Exercise: Transcribe exactly the lines from the top of the records below through the line that holds "inset:0; background:#0003; transform-origin:0", both included, with no pictures.

===

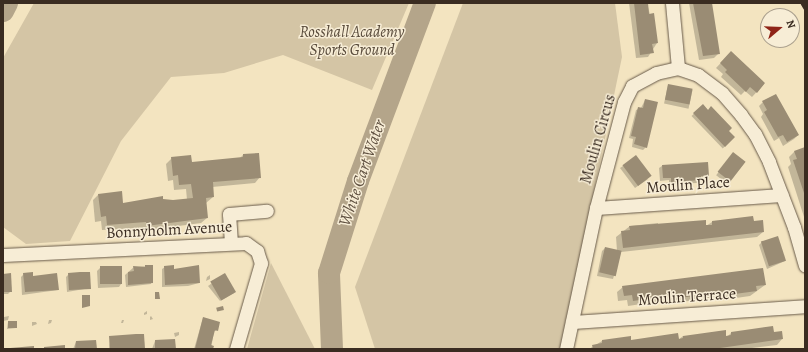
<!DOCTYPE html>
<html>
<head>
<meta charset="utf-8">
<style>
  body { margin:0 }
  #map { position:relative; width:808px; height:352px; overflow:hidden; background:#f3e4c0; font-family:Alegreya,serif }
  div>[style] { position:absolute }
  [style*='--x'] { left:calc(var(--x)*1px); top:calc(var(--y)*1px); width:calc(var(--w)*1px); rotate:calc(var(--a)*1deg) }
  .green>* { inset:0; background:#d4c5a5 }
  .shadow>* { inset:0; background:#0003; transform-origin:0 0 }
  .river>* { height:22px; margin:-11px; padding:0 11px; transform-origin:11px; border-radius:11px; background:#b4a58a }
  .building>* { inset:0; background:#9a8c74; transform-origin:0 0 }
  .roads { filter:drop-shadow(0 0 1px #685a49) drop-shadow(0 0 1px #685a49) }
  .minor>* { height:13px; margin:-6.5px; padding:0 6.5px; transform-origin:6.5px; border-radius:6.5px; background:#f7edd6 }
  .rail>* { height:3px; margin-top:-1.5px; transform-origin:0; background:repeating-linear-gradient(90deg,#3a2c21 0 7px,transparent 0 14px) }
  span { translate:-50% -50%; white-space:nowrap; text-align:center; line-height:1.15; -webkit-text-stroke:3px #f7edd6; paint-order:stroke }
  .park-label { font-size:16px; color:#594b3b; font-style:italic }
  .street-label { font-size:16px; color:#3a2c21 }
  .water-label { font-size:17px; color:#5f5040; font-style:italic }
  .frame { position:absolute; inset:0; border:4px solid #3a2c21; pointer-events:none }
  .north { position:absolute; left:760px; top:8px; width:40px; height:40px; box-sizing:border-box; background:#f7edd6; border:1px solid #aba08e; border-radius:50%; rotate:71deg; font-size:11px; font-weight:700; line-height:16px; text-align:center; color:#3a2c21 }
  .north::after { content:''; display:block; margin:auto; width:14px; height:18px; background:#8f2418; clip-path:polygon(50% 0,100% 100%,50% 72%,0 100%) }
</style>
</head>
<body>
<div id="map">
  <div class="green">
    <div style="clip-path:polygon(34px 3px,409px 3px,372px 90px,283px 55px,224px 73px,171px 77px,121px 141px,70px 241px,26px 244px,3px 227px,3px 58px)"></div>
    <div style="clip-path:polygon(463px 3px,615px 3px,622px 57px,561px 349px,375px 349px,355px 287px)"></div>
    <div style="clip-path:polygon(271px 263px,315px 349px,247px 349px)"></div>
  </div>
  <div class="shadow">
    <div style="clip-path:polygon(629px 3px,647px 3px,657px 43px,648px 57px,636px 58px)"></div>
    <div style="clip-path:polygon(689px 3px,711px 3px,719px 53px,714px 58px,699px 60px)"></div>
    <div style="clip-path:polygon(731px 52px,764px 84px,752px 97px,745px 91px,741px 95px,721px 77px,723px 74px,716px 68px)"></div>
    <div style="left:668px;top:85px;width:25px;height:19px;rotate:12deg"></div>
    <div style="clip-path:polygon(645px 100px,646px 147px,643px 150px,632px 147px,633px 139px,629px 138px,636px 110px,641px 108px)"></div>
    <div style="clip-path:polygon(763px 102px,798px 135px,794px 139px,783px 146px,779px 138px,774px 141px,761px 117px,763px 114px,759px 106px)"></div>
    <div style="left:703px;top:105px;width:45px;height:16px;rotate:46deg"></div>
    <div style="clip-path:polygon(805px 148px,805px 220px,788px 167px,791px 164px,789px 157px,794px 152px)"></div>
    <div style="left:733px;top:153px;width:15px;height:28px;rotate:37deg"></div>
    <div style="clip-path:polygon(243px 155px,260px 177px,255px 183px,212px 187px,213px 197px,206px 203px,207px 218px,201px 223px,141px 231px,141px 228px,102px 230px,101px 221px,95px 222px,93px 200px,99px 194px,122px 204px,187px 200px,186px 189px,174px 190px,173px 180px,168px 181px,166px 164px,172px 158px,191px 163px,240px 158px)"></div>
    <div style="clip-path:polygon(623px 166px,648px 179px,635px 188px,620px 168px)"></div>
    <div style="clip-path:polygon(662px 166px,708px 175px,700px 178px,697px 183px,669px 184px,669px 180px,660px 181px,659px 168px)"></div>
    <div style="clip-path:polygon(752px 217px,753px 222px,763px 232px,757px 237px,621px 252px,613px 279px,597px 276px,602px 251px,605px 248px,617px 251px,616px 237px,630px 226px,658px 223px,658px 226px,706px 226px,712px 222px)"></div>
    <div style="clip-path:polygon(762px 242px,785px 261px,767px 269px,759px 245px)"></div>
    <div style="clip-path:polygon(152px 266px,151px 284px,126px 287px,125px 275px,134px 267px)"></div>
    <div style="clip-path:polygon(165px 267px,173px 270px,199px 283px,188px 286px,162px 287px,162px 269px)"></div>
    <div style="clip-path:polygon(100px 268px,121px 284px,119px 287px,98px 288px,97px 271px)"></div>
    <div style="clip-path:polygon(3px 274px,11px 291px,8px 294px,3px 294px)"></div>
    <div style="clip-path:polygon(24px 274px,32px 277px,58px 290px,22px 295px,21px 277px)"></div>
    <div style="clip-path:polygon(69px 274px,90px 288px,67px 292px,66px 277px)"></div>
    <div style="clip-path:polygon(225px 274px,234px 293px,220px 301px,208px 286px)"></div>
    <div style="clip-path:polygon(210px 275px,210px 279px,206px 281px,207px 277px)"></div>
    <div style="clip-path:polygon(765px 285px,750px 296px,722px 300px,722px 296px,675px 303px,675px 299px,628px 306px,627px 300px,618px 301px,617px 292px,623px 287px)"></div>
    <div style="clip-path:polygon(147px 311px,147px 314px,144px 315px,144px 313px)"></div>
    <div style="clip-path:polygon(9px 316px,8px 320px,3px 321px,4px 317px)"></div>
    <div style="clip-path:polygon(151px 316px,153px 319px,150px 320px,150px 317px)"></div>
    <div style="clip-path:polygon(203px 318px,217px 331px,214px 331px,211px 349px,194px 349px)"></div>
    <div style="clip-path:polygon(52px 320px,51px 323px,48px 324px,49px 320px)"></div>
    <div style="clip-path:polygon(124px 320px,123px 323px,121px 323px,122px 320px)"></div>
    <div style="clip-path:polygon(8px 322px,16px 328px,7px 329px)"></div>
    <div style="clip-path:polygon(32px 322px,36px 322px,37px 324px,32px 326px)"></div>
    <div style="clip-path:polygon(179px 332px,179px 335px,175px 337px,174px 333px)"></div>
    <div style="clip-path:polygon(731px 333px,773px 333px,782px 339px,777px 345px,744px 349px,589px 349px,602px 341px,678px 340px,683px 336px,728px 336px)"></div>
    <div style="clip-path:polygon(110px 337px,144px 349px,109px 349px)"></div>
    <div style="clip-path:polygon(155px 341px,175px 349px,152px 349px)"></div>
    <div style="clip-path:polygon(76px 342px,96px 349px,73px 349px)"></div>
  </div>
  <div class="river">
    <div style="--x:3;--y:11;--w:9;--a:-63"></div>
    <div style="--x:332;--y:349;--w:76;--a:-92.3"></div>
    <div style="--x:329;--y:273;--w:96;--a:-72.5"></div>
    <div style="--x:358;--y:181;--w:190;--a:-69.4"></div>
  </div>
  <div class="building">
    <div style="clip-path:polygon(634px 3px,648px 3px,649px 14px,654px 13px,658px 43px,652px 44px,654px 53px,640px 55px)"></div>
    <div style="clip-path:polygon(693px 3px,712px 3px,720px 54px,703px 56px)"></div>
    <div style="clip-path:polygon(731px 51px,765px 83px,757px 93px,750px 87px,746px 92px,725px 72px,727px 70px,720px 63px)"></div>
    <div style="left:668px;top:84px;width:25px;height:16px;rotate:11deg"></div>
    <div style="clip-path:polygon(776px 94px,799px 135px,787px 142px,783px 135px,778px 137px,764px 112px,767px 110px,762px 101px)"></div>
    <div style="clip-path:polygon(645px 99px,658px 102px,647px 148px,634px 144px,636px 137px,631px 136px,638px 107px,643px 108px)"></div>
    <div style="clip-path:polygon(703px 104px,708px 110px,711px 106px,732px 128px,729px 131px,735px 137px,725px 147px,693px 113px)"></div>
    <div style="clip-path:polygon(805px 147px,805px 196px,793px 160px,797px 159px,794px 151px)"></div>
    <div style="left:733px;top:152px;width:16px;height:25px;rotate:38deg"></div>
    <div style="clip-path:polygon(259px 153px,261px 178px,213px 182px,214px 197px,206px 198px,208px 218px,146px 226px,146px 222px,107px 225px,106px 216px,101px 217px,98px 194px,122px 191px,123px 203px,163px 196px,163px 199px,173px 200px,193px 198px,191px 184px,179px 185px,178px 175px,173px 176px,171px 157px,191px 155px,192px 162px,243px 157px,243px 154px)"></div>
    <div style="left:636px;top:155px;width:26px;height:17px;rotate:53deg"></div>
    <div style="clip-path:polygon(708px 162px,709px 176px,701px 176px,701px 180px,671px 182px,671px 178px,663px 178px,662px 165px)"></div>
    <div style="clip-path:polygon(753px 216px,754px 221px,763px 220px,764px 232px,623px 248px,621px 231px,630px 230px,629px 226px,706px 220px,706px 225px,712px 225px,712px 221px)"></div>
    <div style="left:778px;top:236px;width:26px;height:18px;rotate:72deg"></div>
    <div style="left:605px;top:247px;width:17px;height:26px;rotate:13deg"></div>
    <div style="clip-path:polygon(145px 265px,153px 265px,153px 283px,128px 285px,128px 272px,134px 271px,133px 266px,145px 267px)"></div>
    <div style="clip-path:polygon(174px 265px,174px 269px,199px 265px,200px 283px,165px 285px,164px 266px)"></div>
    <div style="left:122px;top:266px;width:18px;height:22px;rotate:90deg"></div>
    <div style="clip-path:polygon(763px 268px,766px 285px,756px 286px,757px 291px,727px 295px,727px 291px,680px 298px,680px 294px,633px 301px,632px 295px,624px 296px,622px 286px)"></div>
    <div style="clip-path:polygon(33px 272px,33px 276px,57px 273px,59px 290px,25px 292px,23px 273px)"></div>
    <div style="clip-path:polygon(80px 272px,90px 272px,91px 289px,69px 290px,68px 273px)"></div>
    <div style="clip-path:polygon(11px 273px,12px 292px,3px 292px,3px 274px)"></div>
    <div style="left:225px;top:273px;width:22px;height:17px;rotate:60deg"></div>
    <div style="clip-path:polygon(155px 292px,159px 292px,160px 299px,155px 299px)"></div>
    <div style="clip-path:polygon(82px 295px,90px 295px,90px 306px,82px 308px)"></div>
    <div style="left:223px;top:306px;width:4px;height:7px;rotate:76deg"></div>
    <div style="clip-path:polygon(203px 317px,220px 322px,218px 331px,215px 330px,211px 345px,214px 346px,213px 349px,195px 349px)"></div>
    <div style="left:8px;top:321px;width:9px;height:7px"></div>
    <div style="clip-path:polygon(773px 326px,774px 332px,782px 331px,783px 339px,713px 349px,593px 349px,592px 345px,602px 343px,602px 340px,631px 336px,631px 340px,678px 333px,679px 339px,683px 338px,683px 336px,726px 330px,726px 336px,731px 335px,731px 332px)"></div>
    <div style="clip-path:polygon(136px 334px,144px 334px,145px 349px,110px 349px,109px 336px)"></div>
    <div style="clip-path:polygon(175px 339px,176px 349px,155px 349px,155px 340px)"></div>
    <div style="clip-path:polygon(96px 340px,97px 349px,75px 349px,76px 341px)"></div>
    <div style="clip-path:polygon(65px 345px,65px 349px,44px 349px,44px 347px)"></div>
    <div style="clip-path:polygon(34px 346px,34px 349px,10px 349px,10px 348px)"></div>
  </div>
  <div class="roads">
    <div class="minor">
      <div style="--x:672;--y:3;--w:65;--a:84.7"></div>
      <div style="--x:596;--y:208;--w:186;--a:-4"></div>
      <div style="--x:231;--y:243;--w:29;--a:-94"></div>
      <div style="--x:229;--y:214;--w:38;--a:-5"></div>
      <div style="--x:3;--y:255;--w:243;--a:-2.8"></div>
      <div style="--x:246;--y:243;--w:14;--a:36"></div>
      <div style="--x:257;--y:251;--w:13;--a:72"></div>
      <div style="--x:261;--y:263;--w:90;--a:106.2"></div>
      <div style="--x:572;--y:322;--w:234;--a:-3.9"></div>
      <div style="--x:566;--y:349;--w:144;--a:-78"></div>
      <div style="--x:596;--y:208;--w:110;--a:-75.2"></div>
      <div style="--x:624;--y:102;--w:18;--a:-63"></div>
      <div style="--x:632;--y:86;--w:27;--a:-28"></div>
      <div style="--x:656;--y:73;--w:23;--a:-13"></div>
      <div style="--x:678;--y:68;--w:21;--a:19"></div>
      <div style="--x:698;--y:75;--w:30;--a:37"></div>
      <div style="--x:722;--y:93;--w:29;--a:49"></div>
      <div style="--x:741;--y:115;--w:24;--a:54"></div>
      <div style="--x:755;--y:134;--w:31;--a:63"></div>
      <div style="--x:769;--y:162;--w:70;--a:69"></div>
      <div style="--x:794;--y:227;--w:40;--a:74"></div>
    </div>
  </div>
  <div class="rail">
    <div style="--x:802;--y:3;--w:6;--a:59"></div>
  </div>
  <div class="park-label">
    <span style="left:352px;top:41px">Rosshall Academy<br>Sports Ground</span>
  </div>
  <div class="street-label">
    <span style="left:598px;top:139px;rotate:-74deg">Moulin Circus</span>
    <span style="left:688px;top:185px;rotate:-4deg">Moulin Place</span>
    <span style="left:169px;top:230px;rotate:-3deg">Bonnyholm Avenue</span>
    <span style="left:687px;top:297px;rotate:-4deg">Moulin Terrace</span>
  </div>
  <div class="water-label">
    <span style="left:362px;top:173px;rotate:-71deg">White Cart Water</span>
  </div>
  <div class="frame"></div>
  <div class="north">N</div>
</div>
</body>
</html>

===

Expected answer:
<!DOCTYPE html>
<html>
<head>
<meta charset="utf-8">
<style>
  body { margin:0 }
  #map { position:relative; width:808px; height:352px; overflow:hidden; background:#f3e4c0; font-family:Alegreya,serif }
  div>[style] { position:absolute }
  [style*='--x'] { left:calc(var(--x)*1px); top:calc(var(--y)*1px); width:calc(var(--w)*1px); rotate:calc(var(--a)*1deg) }
  .green>* { inset:0; background:#d4c5a5 }
  .shadow>* { inset:0; background:#0003; transform-origin:0 0 }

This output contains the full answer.